Hispanics are the fastest growing minority group in the US, and stroke incidence for Hispanics is higher than that of non-Hispanic caucasians (Dong et al., 2012). Since stroke is the leading cause of aphasia, and the majority of Hispanics are bilingual Spanish/English speakers, there is a growing need for appropriate assessment methods for bilingual aphasia. One challenge in assessing bilinguals is their diverse language backgrounds, including differences in proficiency and use across languages. Previous studies have reported correlations between variables such as frequency of use and self-rated proficiency and performance in language tasks such as picture-naming accuracy (Edmonds & Donovan, 2012; Gollan et al. 2007), verbal fluency (Muñoz & Marquardt, 2008, Langdon et al., 2005; Elgamal et al., 2011), and discourse informativeness (Edmonds, 2013).
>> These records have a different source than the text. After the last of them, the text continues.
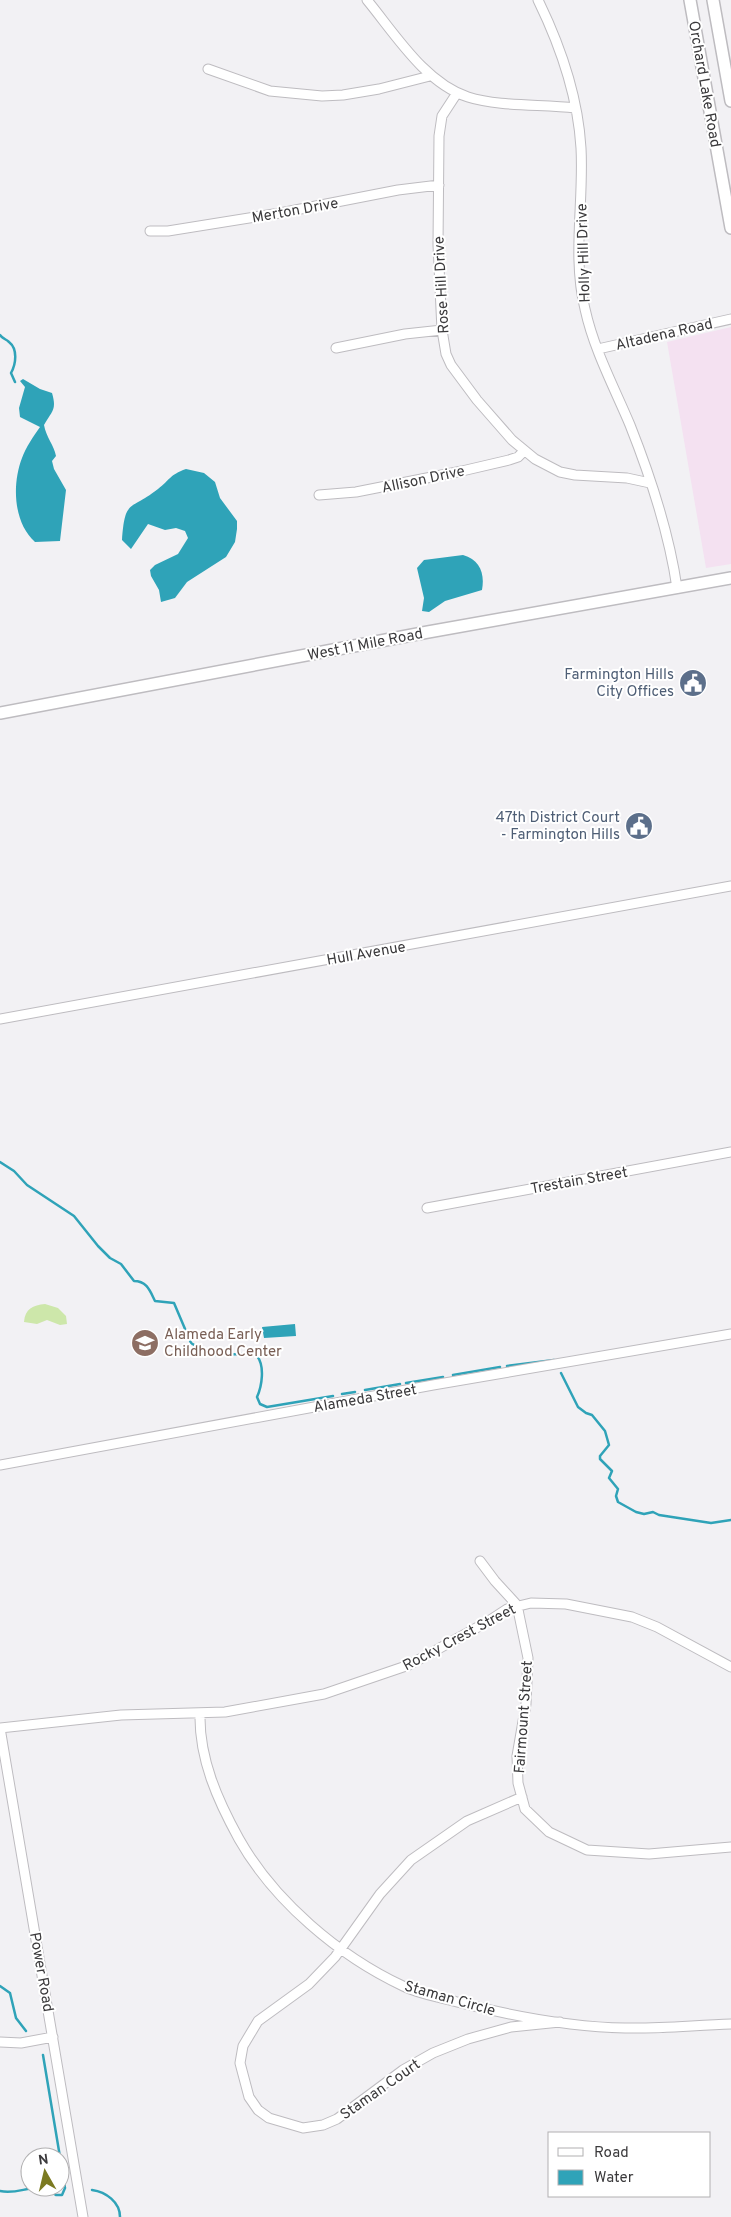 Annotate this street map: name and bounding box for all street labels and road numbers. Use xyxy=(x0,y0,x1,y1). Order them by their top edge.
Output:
street label: Orchard Lake Road xyxy=(683,20,724,149)
street label: Merton Drive xyxy=(250,195,340,228)
street label: Holly Hill Drive xyxy=(573,203,596,303)
street label: Rose Hill Drive xyxy=(430,236,455,334)
street label: Altadena Road xyxy=(614,315,715,356)
street label: Allison Drive xyxy=(380,462,467,499)
street label: West 11 Mile Road xyxy=(306,625,425,666)
street label: Hull Avenue xyxy=(325,938,407,971)
street label: Trestain Street xyxy=(529,1164,629,1199)
street label: Alameda Street xyxy=(312,1381,418,1418)
street label: Rocky Crest Street xyxy=(400,1601,520,1676)
street label: Fairmount Street xyxy=(511,1660,538,1774)
street label: Power Road xyxy=(24,1931,57,2014)
street label: Staman Circle xyxy=(402,1977,497,2021)
street label: Staman Court xyxy=(337,2056,425,2125) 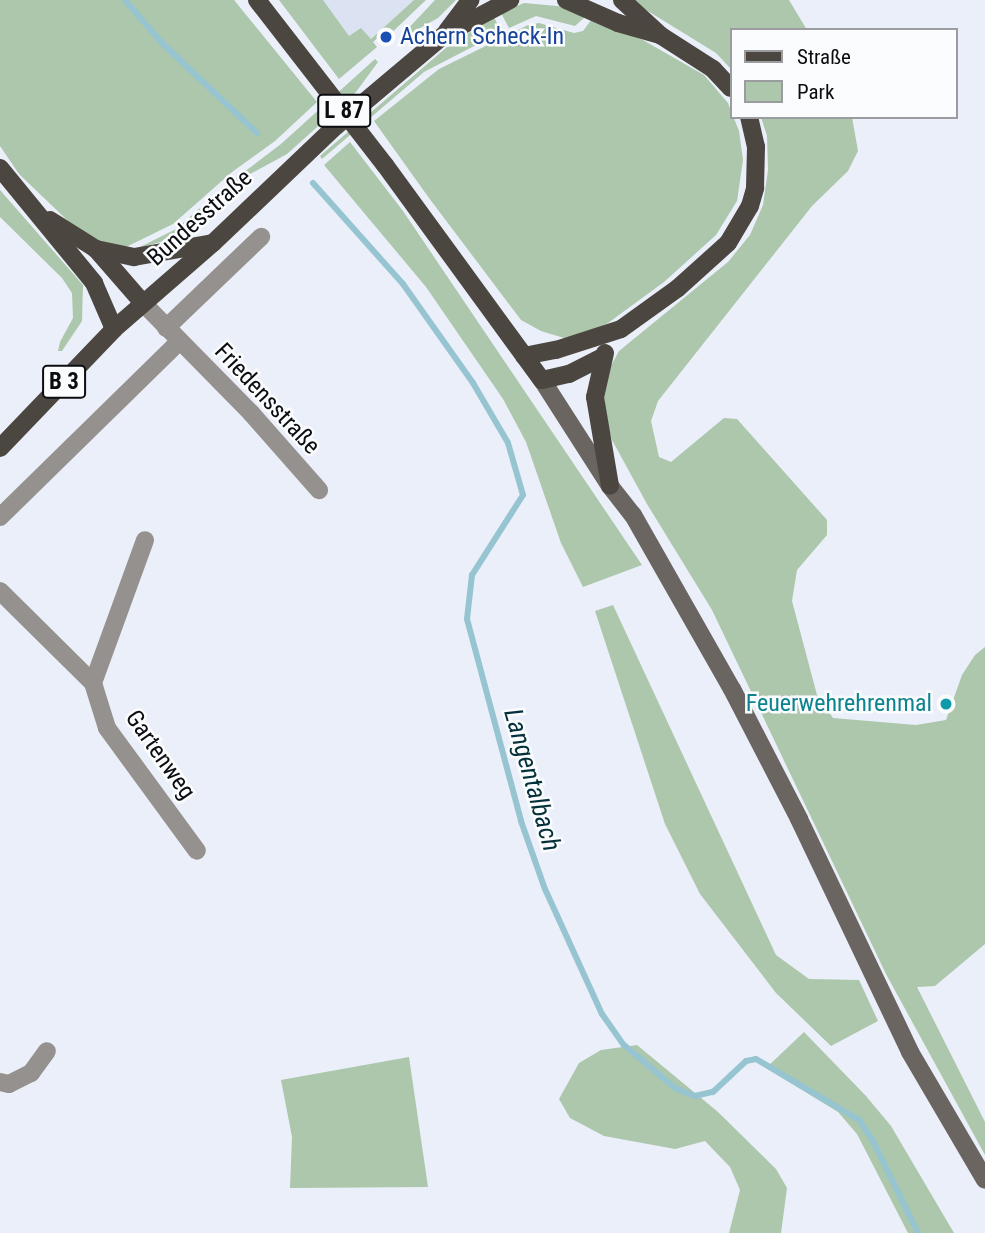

In a study investigating discourse in 83 English/ Spanish bilingual adults, Edmonds (2013) reported varied patters of correlations for informativeness and efficiency measures (WPM, %CIUs, CIUs/min ) in English and Spanish. Naming accuracy and overall proficiency were significantly correlated with all measures of informativeness regardless of language; whereas, percent usage and age of exposure varied across languages (Edmonds, 2013). The metric of %CIU is often used to evaluate informativeness in discourse, but %CIU does not address the completeness of the discourse. I.e., one can achieve high %CIUs by providing correct information on half the picture, thus, targeting only half of the main concepts (MC). Alternatively, many MCs can be discussed with lower %CIU due to repetitions, circumlocutions and reformulations. In order to understand this dynamic better in bilinguals with varying degrees of proficiency across langauges, we adapted Nicholas and Brookshire’s (1993, 1995) MC analysis to this population. Our research questions were: 1) Is there a relationship (correlation) between %CIUs and MCs? 2) What self-reported participant variables (e.g., proficiency ratings, usage) and tested language variables (discourse variables, confrontation naming) correlate to English and Spanish MCs? 3) Of the significantly correlated variables, which contribute most to regression models of MCs in English and Spanish?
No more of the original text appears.